Los cuatro se trasladaron a la motora y se acurrucaron en las dos literas que allí había. También encendieron la lámpara y pronto se encontraron muy cómodos.

—¿Han ocurrido muchas cosas desde que nos fuimos? —preguntó Andy.

—Pues, Mary y yo no os oímos cuando salisteis de la cueva para seguir el rastro de conchas —explicó Jill—. No nos despertamos hasta la mañana. Recordamos que os habíais marchado, naturalmente, y esperábamos que no tardaseis mucho. Desayunamos y luego salimos de la cueva para esperaros.

—No veníais, y no veníais —prosiguió Mary—. De manera que decidimos seguir también el rastro de conchas para tratar de encontraros. Lo seguimos y llegamos a un lugar donde se interrumpía…

—¡Apuesto a que entonces no supisteis hacia dónde ir! —la interrumpió Tom.

—No —dijo Jill—. No pudimos imaginarnos por qué las conchas terminaban ante una pared de roca. ¡Y de pronto la roca se abrió!

—¡Canastos! —exclamó Tom—. ¡Eso debió asustaros!

—Ya lo creo —repuso Jill—, nos asustamos terriblemente y echamos a correr, pero el hombre patizambo nos persiguió hasta nuestra cueva y luego estuvo gritando para que soliéramos.

—Al final tuvimos que obedecerle —dijo Mary—, porque nos amenazó con volver a echarnos humo. Pensaba que vosotros dos estabais dentro y gritó y vociferó para que salierais. Al ver que no obedecíais entró, descubriendo que la cueva estaba vacía.

—¿Y qué hizo? —quiso saber Andy con gran interés.

—Nos riñó y trató de hacernos decir dónde estabais —continuó Mary—. Fue espantoso. Luego os estuvo buscando por todos los alrededores sin encontraros. Después vinieron otros hombres y celebraron una especie de reunión. No pudimos oír lo que decían.

—Enviaron a Bandy a nuestra cueva y él lo fue sacando todo —explicó Jill—. Y luego nos llevaron, con los ojos tapados, como antes, a la cueva del peñón del Contrabandista, en la que estuvimos antes. No nos dieron de comer ni de beber durante mucho tiempo, hasta que Bandy nos trajo algo.

—Y pensamos que lo que bebimos debía tener algún soporífero —agregó Mary—, porque cuando terminamos de beber no podíamos mantener los ojos abiertos.

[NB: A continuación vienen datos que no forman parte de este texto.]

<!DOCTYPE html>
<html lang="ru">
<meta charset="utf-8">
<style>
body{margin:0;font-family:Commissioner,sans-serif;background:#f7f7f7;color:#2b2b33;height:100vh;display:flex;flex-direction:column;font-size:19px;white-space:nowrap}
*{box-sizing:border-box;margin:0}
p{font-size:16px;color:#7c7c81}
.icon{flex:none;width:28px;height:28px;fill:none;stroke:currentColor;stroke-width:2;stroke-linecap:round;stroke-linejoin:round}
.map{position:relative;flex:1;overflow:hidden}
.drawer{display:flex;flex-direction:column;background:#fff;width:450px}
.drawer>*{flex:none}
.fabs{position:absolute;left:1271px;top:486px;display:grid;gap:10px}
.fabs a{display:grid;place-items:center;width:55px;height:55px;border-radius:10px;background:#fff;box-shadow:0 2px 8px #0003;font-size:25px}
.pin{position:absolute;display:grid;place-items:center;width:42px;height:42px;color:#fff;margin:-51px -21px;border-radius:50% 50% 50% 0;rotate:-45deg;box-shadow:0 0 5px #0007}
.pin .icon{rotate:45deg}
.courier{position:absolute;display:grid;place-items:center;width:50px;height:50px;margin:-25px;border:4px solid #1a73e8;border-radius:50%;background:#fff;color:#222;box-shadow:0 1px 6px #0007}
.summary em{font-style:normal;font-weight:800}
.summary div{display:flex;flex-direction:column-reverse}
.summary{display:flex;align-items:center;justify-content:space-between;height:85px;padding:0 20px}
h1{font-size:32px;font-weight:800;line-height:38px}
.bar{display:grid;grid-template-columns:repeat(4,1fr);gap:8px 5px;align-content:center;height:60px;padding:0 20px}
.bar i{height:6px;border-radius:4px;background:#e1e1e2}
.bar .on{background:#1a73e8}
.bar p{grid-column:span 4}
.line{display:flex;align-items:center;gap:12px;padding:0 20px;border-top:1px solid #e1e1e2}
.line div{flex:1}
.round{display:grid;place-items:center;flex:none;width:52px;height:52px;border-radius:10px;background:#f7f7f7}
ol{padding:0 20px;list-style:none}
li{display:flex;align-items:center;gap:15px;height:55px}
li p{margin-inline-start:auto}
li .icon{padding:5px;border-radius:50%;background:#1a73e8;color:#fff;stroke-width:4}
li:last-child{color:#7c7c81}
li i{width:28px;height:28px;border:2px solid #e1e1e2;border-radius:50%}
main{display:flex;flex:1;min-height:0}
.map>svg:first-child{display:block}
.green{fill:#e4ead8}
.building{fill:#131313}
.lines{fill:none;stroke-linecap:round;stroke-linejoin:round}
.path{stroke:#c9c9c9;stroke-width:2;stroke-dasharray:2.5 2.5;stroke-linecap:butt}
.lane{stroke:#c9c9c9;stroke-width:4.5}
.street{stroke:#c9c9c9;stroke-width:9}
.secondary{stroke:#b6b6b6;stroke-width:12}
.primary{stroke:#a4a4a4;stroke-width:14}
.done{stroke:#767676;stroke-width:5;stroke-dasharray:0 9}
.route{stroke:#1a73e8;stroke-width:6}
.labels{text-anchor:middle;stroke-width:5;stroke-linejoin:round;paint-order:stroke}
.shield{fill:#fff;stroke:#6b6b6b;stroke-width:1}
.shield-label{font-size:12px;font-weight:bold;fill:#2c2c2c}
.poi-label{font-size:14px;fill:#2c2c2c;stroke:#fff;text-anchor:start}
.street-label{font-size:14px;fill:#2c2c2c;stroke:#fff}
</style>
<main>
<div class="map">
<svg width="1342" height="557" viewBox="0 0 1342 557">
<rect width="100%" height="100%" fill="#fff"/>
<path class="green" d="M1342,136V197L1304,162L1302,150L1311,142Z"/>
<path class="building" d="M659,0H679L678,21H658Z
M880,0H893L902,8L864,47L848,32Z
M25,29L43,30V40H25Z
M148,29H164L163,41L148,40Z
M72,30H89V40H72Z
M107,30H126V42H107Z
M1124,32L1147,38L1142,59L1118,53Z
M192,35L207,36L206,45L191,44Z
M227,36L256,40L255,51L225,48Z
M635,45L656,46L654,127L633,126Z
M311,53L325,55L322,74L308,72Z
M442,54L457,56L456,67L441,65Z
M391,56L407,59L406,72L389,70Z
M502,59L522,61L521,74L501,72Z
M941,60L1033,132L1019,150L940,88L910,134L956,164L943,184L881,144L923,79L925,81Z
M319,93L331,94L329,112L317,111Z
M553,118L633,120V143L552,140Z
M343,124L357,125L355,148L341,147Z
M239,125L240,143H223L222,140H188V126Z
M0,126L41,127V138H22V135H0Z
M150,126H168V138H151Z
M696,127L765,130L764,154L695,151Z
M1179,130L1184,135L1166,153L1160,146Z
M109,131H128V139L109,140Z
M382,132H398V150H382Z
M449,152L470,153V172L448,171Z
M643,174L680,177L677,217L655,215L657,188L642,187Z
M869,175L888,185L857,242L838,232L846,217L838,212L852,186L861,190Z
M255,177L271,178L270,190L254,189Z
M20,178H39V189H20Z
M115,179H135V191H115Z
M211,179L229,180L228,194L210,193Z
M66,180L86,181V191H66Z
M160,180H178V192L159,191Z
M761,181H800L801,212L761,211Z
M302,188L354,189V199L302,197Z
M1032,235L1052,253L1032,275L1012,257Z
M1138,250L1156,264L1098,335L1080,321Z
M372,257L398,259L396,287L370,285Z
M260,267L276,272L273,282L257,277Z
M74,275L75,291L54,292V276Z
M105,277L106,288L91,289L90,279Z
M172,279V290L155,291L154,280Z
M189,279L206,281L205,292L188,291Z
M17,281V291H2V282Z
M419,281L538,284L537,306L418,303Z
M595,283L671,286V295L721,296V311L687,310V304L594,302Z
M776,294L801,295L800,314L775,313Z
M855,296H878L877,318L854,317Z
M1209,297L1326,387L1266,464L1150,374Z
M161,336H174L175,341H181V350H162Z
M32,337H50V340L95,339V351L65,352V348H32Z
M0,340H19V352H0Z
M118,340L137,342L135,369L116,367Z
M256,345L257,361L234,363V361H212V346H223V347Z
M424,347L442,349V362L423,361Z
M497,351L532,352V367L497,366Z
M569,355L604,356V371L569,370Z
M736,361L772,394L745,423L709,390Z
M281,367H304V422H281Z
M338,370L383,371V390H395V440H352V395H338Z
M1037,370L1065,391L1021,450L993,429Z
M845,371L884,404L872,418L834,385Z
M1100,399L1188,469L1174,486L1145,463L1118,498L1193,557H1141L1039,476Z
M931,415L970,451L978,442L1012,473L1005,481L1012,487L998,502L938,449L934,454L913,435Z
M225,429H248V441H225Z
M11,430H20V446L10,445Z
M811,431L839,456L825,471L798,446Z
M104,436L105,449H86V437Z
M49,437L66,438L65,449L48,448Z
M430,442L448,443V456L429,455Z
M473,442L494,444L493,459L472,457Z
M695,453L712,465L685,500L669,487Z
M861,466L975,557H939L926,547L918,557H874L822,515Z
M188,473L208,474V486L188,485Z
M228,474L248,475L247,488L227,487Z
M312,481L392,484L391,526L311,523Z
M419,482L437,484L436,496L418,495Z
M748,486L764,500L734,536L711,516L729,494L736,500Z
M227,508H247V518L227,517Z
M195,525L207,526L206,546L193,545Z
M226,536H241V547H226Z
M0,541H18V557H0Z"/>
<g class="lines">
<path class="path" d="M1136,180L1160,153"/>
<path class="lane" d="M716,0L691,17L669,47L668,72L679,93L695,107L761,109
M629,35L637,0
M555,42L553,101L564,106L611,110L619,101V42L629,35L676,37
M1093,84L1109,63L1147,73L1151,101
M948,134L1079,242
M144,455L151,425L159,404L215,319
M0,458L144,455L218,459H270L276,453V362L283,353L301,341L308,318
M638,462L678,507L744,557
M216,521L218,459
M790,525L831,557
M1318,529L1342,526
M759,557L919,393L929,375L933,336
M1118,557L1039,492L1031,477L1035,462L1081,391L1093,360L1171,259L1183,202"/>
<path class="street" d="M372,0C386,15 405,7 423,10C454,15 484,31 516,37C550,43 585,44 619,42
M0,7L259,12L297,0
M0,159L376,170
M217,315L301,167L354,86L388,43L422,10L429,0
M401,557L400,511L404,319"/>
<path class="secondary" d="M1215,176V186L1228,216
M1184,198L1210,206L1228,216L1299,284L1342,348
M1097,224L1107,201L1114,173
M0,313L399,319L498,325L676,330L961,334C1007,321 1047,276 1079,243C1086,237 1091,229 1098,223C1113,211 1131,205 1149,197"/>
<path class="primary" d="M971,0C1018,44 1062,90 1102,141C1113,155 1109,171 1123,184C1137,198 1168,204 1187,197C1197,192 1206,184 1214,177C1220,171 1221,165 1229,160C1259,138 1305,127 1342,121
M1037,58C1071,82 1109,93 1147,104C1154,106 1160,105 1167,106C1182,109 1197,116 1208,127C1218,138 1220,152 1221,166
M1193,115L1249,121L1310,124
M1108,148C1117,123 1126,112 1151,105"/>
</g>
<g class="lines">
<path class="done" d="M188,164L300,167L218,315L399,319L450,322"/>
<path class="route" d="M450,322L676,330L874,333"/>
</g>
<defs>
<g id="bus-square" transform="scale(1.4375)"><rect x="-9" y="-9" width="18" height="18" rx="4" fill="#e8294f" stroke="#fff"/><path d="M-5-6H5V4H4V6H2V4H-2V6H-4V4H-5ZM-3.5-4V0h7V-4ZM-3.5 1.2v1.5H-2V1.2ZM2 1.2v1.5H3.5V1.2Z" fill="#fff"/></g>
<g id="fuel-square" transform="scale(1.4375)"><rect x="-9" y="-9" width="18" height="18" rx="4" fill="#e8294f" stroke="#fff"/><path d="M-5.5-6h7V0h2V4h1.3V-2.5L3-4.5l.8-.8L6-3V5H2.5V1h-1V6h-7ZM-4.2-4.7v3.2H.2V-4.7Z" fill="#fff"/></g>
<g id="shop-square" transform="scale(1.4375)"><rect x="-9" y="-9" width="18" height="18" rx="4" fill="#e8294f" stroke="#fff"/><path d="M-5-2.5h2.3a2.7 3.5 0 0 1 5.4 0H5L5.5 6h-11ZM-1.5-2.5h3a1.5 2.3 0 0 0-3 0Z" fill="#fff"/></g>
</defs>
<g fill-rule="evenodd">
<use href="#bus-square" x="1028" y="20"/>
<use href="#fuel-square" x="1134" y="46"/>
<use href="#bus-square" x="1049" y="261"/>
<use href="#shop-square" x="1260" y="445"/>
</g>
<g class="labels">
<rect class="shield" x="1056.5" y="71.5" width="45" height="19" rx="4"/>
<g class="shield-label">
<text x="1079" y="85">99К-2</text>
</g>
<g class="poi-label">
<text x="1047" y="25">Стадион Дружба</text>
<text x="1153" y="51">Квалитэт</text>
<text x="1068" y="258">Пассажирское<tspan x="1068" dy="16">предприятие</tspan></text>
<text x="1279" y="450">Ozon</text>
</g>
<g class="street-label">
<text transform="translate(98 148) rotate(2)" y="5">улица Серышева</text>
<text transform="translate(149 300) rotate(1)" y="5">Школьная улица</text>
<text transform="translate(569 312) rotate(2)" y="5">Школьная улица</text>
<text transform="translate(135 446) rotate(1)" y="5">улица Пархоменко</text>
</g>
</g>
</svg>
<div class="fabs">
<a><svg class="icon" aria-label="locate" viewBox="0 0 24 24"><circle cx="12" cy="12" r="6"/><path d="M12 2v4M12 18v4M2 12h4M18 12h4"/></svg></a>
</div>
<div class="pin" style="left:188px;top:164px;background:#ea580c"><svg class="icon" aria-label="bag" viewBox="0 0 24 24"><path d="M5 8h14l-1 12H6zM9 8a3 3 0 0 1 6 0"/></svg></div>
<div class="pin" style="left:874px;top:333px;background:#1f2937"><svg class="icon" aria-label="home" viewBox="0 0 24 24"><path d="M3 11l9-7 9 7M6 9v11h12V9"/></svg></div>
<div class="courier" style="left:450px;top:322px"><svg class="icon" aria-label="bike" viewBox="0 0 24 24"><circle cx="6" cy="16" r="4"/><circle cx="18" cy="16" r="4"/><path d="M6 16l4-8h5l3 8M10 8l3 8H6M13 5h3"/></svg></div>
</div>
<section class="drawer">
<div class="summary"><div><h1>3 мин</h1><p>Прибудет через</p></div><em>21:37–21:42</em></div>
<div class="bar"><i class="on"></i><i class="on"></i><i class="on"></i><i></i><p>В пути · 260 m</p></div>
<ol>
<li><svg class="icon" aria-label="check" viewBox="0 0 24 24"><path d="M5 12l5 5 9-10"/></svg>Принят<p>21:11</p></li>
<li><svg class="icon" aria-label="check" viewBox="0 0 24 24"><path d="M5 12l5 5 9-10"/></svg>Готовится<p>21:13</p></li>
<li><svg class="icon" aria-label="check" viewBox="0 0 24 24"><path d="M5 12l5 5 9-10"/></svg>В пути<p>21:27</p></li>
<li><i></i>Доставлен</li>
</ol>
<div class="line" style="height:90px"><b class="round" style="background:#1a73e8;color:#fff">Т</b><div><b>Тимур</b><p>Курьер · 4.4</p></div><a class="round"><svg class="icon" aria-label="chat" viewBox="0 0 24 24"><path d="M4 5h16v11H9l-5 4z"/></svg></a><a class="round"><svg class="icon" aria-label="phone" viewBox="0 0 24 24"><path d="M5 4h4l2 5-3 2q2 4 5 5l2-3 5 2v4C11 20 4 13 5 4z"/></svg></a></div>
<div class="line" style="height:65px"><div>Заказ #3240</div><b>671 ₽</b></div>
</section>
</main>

—Sí. Debieron daros alguna droga para dormir —dijo Andy—. ¡Salvajes! Después quisieron traeros aquí y encerraros en el Andy para conservaros como rehenes en caso de que Tom y yo hubiésemos escapado y pudiéramos contarlo todo a alguien. ¡Qué suerte que casualmente estuviésemos nosotros aquí también!

—¡Sí! Ahora cantadnos cómo llegasteis aquí —suplicó Jill—. Vamos, Andy, cuéntanoslo todo.

De manera que Tom y Andy también contaron su parte y al terminar ya estaba amaneciendo y era hora de volver a trabajar. Con suerte llegarían a su casa aquel mismo día… ¡y qué noticias más sorprendentes tenían para las personas mayores que tan ansiosamente les buscaban!